Six days after increasing the dose, the voriconazole concentration was still below where it should have been and a decision was made to switch to IV voriconazole on day 40; on day 44 the dose was increased to 300mg IV every 12 hours. After reviewing the patient’s medication records, clinicians believed that dexamethasone, which had been initiated at the start of voriconazole treatment, was most likely the cause of subtherapeutic voriconazole concentrations due to its interaction with CYP enzymes. On day 37 of treatment, a decision was made to taper dexamethasone dose and with that a rise in voriconazole concentrations was seen as dexamethasone was removed. On day 52, the patient was switched back to oral voriconazole 300mg every 12 hours and was discharged on day 53. An improvement in cognitive function was noted on day 57 of treatment.

Voriconazole is an azole antigungal and is metabolized by CYP2C19, CYP2C9, and CYP3A4; inducers of these three enzymes may decrease voriconazole systemic exposure. Dexamethasone is a strong inducer of CYP3A4 and a moderate inducer of CYP2C9 and CYP2C19. The induction of these enzymes can lead to rapid metabolism of voriconazole and subtherapeutic concentrations as seen in this patient. Only two other articles have been identified which describe this interaction however this case is the first to report the “prospective time course and clinical impact of this interaction.” Previous studies with prednisone and prednisolone have demonstrated no impact on voriconazole concentrations. In this case, despite increasing the dose to 4mg/kg, target troughs (voriconazole concentration of 2mcg/L) were not achieved. After changing to the IV formulation, clinicians ruled out the possibility of inadequate oral absorption and started to consider interacting medications. Based on the timing and the CYP induction potential, dexamethasone was identified as the offender. Using the Drug Interaction Probability Scale this interaction scored a 7 out of 10 indicating probable interaction. 

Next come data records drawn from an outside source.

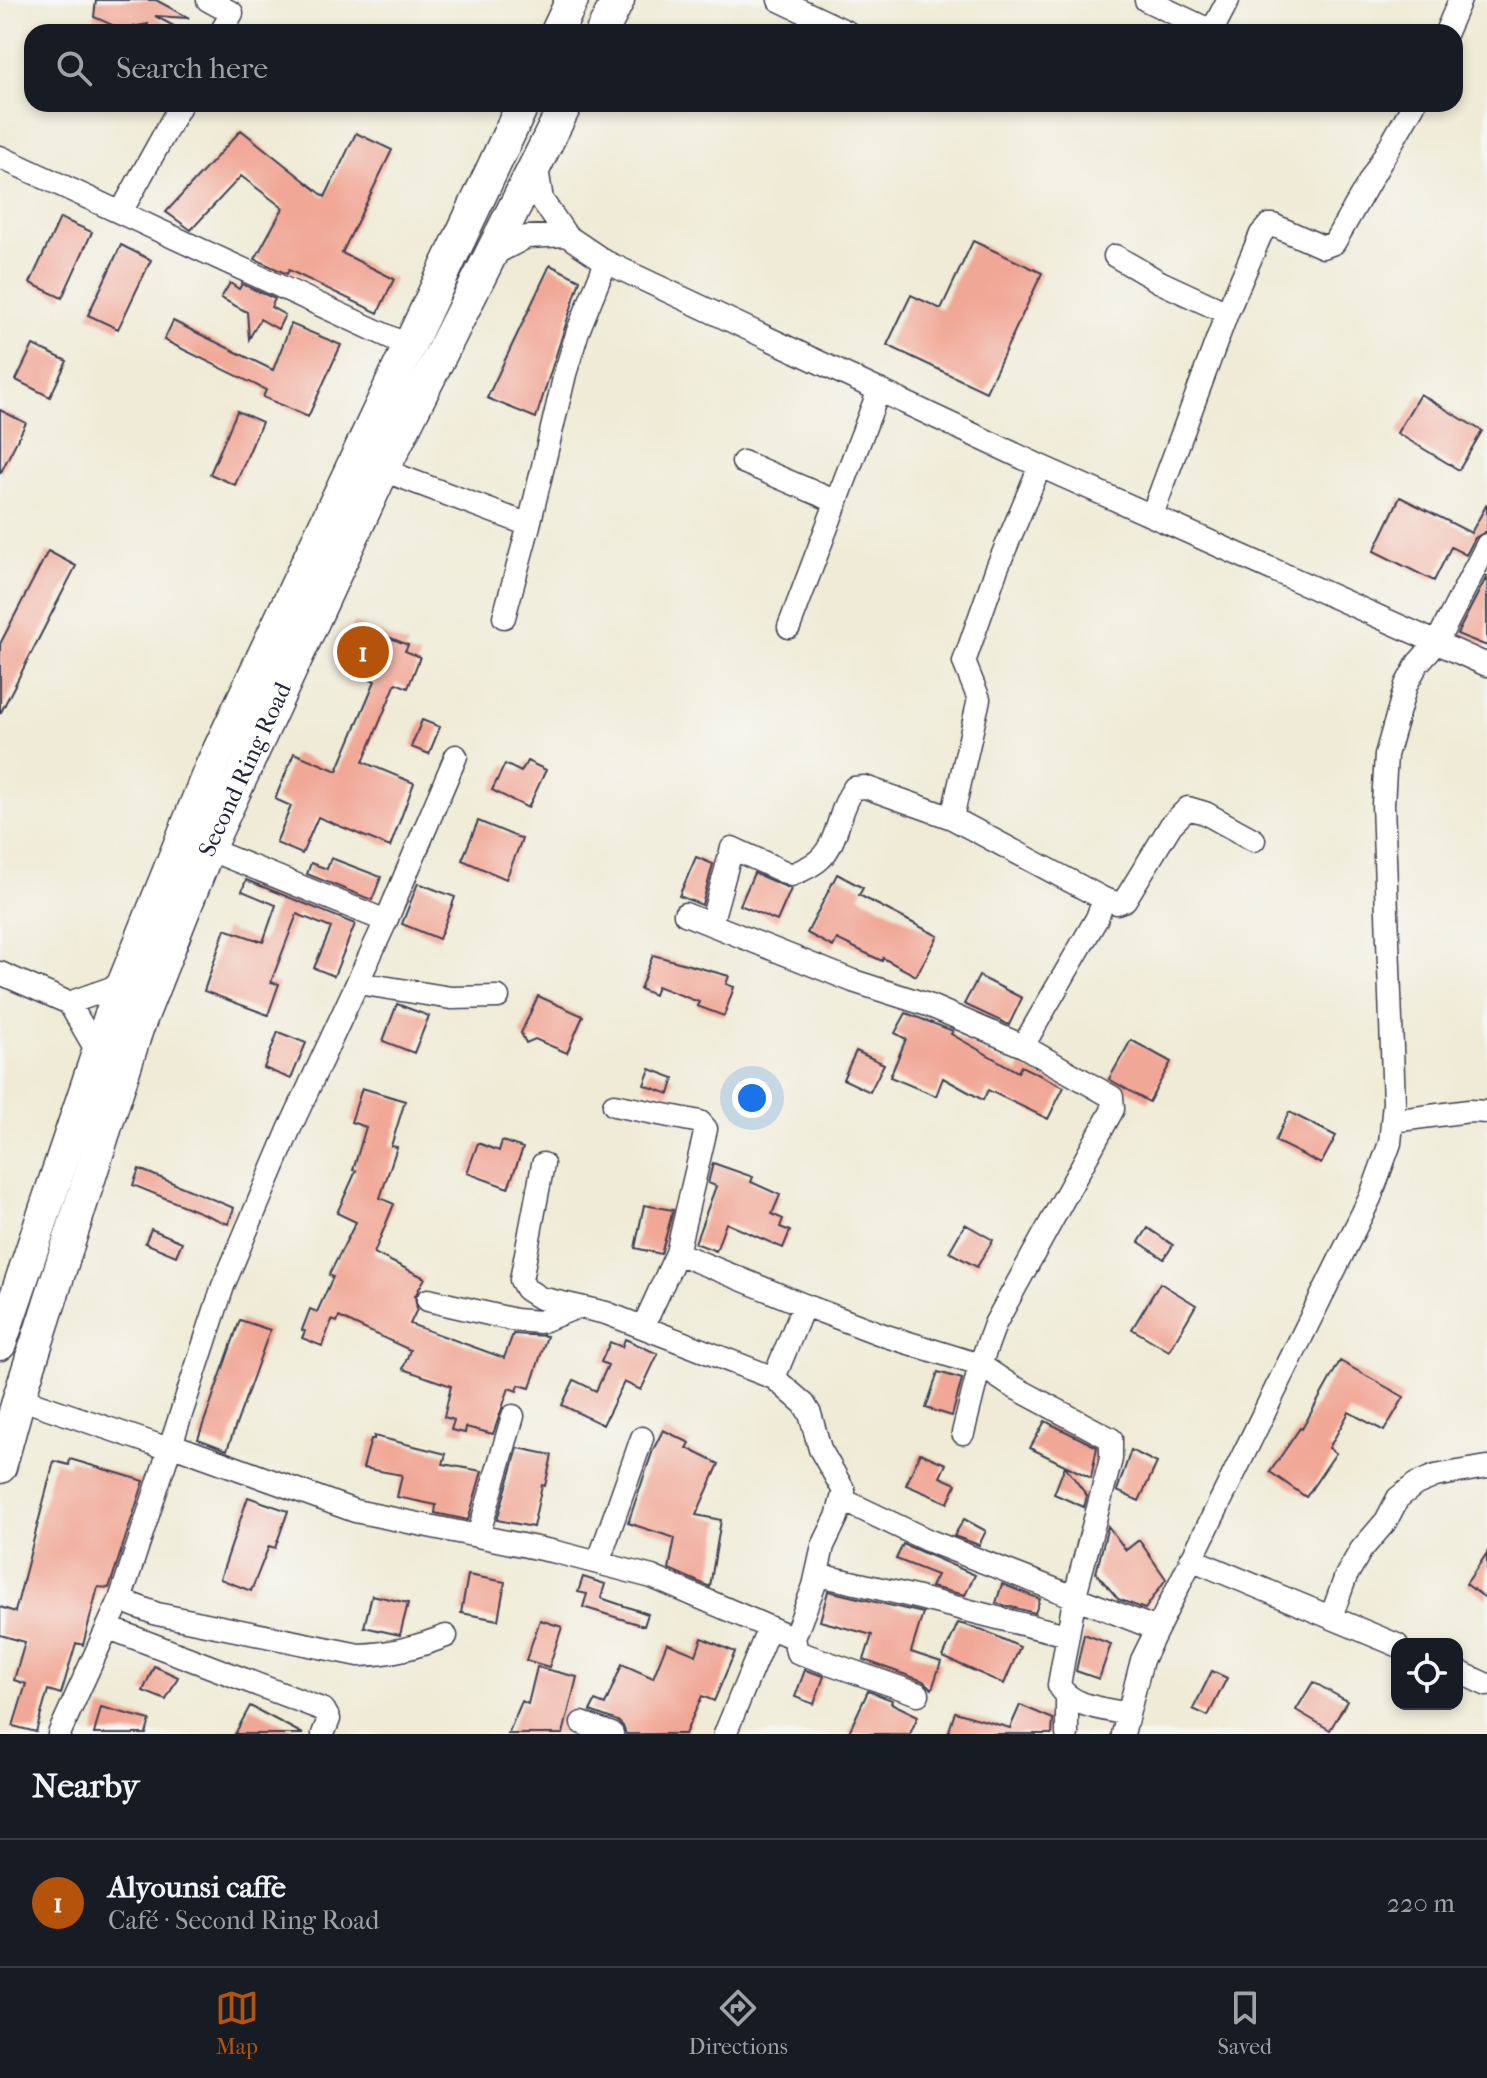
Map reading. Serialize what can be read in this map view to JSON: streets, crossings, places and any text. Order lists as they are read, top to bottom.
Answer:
{
  "streets": {
    "highway": ["Second Ring Road"]
  },
  "page": {
    "search": "Search here",
    "pins": "1",
    "heading": "Nearby",
    "list": [
      {
        "mark": "1",
        "name": "Alyounsi caffe",
        "note": "Café · Second Ring Road",
        "value": "220 m"
      }
    ],
    "nav": ["Map", "Directions", "Saved"]
  }
}
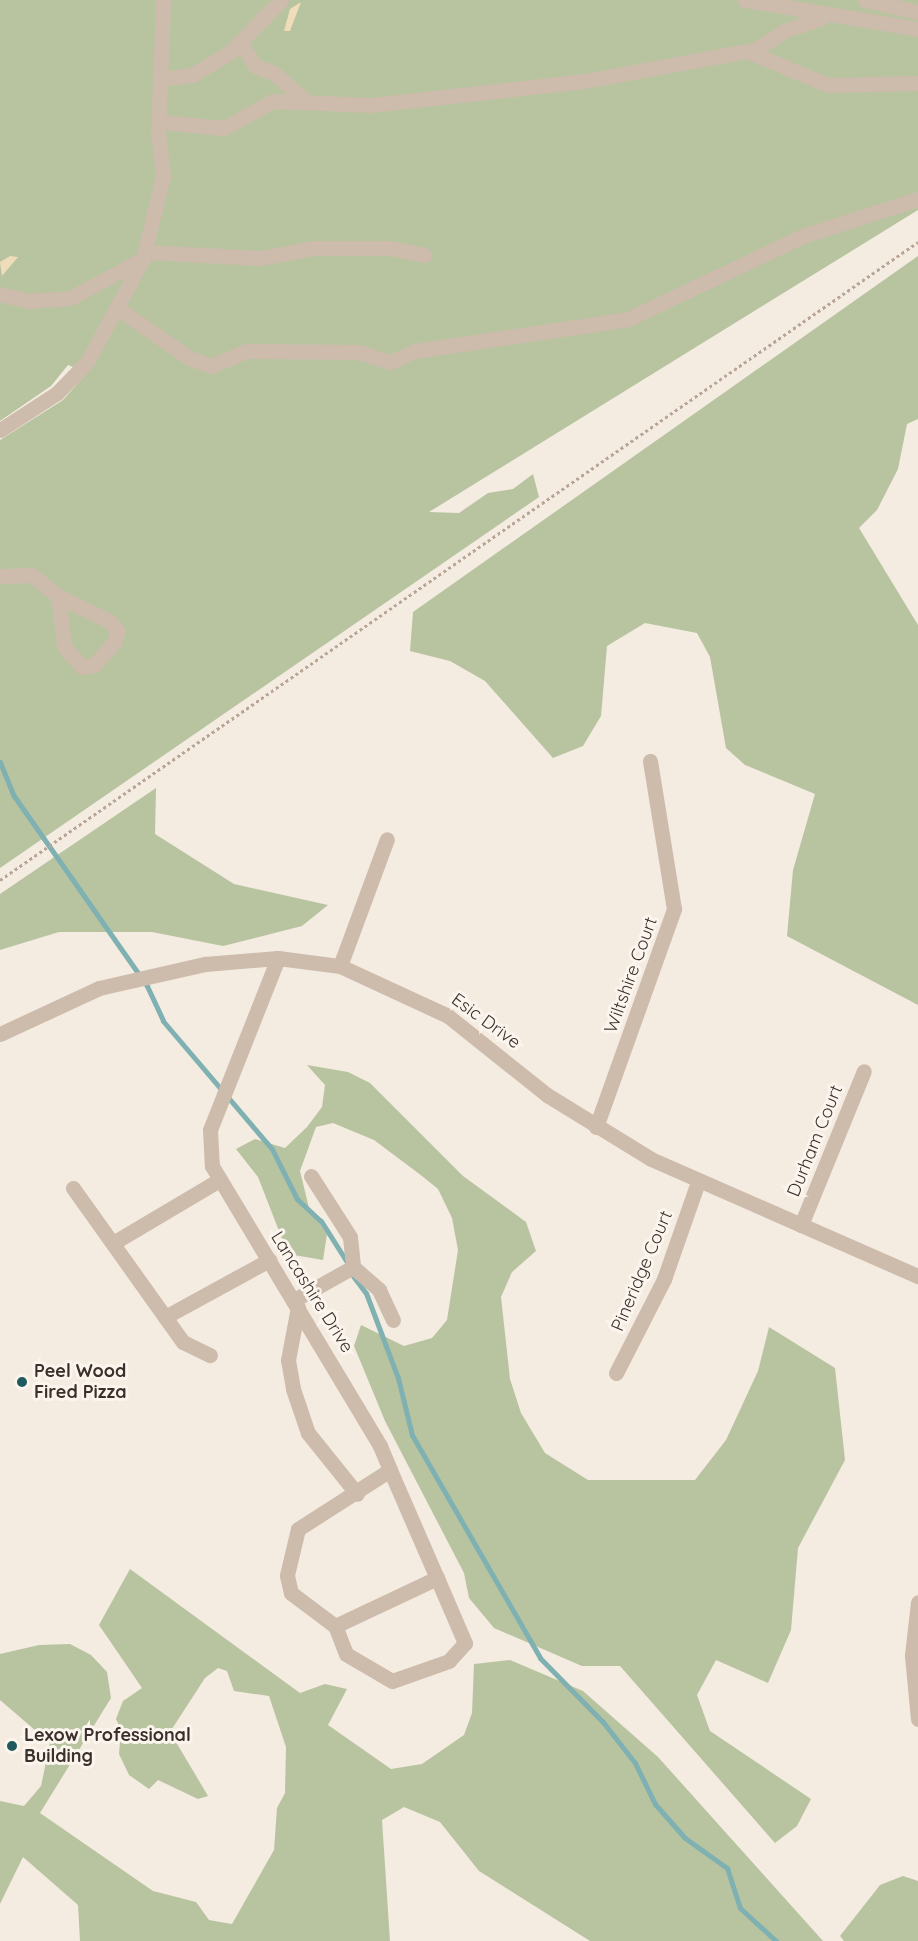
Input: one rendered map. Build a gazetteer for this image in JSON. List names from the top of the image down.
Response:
{
  "streets": {
    "street": [
      "Wiltshire Court",
      "Esic Drive",
      "Durham Court",
      "Pineridge Court",
      "Lancashire Drive"
    ]
  },
  "crossings": [
    ["Wiltshire Court", "Esic Drive"],
    ["Esic Drive", "Durham Court"],
    ["Esic Drive", "Pineridge Court"],
    ["Esic Drive", "Lancashire Drive"]
  ],
  "places": ["Peel Wood Fired Pizza", "Lexow Professional Building"]
}
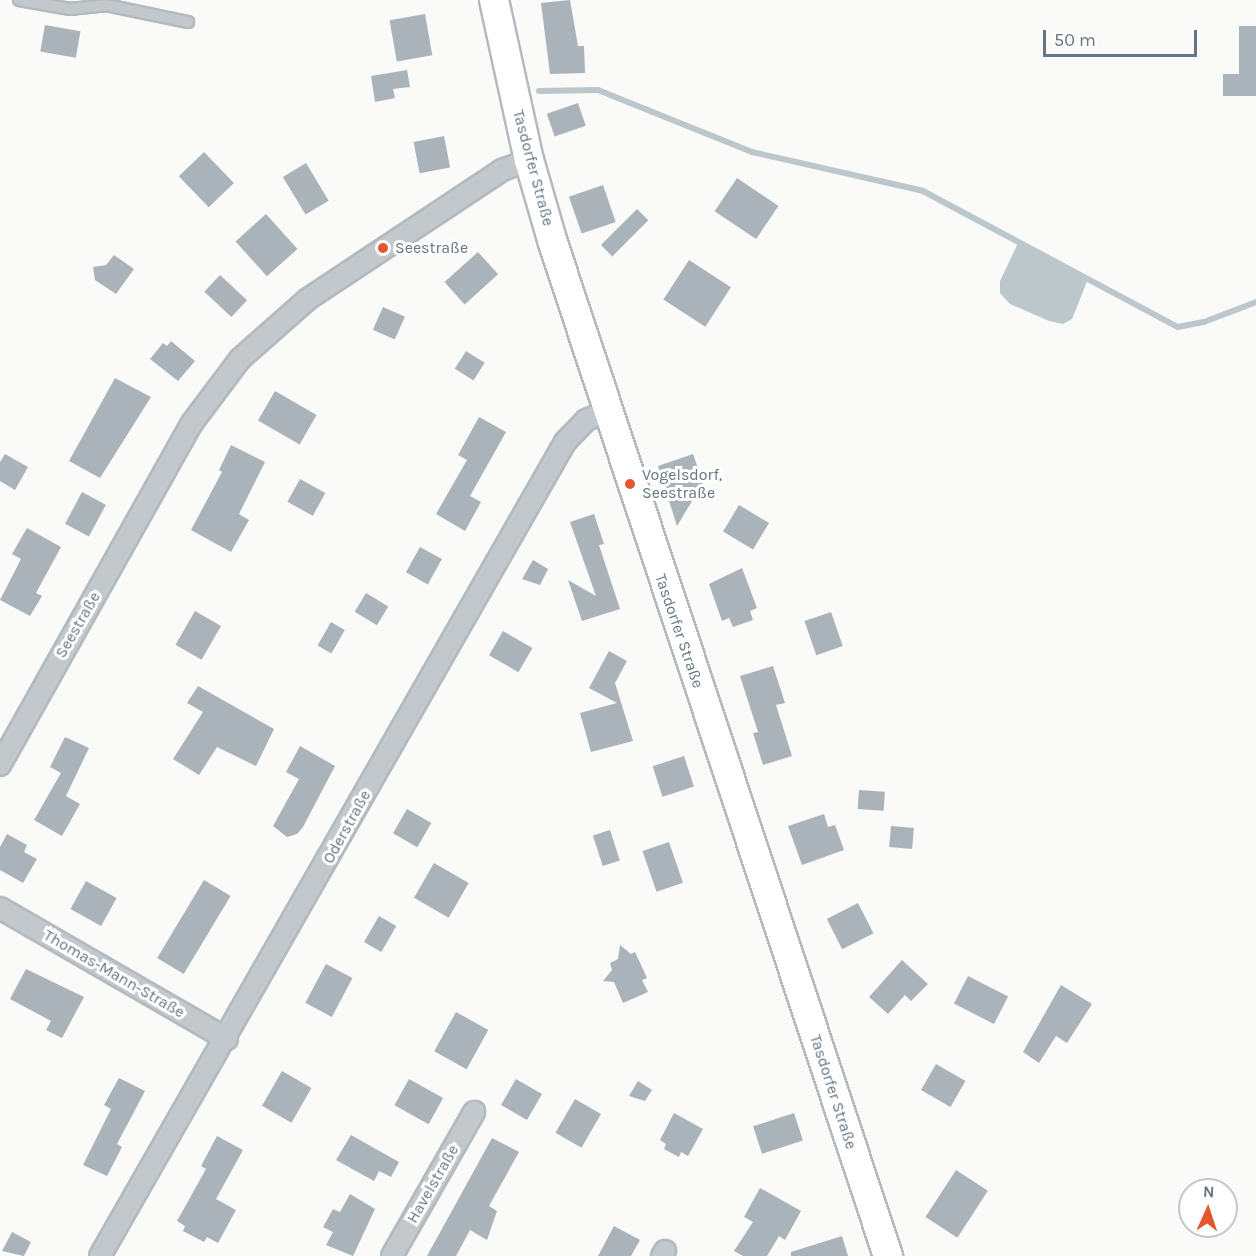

Because results for voriconazole concentrations can take up to a week, for patients on concomitant dexamethasone, the authors recommend maintaining a dose of 4mg/kg every 12 hours, however tapering and discontinuation of dexamethasone could result in increased voriconazole concentrations and possibly increased adverse events (ie, CNS and liver toxicity). The authors state that “if possible, consideration should be given to other steroid options that have not demonstrated as significant an impact on voriconazole concentrations, for example prednisone or prednisolone.”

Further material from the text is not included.